In addition to “New Rice by the Cask,” Thomas Walley also peddled a variety of other goods. He emphasized textiles and “all sorts of Groceries,” such as tea, olive oil, and mustard. The assortment of fabrics available at his store included “homespun check,” cloth that had been woven in the colonies rather than imported from England. Walley did not explicitly link his products to the imperial crisis that had intensified six months earlier when the Townshend Act went into effect, but he did offer prospective customers the opportunity to participate in a larger coordinated effort to resist Parliament’s attempts to impose taxes for the purpose of raising revenue without the consent of the colonies. Several months before Walley’s advertisement appeared in the Massachusetts Gazette, the Boston Town Meeting (followed by many others) had voted to use commerce as leverage in the political dispute with Parliament. They pledged to encourage “American manufactures” rather than continue their dependence on imported goods. In so doing, they acknowledged that in order to change their consumption habits that they first needed to modify the amount of goods produced in the colonies.

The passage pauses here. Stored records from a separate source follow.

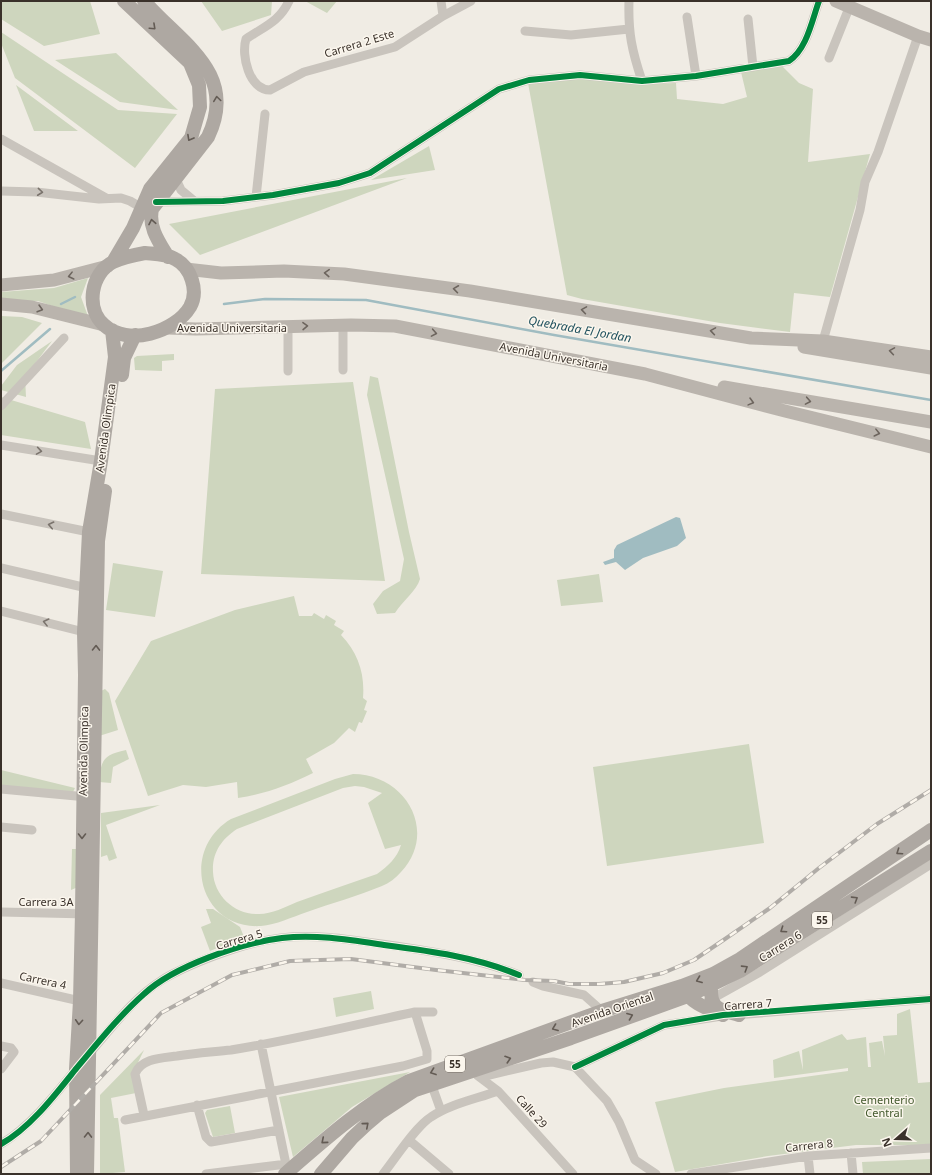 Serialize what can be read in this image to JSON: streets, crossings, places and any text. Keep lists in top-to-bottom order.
{
  "streets": {
    "main road": [
      "Avenida Universitaria",
      "Avenida Olimpica",
      "55",
      "Avenida Oriental"
    ],
    "street": [
      "Carrera 2 Este",
      "Carrera 3A",
      "Carrera 5",
      "Carrera 6",
      "Carrera 4",
      "Carrera 7",
      "Calle 29",
      "Carrera 8"
    ]
  },
  "crossings": [
    ["Avenida Universitaria", "Avenida Olimpica"],
    ["Avenida Olimpica", "Carrera 3A"],
    ["Avenida Olimpica", "Carrera 5"],
    ["Avenida Olimpica", "Carrera 4"],
    ["Carrera 6", "Avenida Oriental"],
    ["Avenida Oriental", "Calle 29"]
  ],
  "water": ["Quebrada El Jordan"],
  "parks": ["Cementerio Central"],
  "north": "left"
}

Just as this advertisement obscures the role of enslaved labor in producing “New Rice by the Cask,” it also obscures the role women played in this political strategy. Barred from participating in the formal mechanisms of government, women pursued other avenues when it came to participating in resistance efforts during the imperial crisis that culminated in the Revolution. American women produced Walley’s “homespun Check,” first spinning the thread and then weaving it into checkered cloth. Women also made choices about which goods to consume, their decisions extending to entire households. Women who purchased homespun could make very visible political statements by outfitting every member of their families in garments made from that cloth. The meanings of consumption increasingly took on political valences in the late 1760s and into the 1770s. In that realm, women often exercised as much power as men as they exercised their judgment in selecting which goods to acquire and which to reject. Their decisions reverberated beyond the point of purchase; everyday use of clothing, housewares, groceries, and other goods advertised in newspapers and sold by merchants and shopkeepers became laden with political significance.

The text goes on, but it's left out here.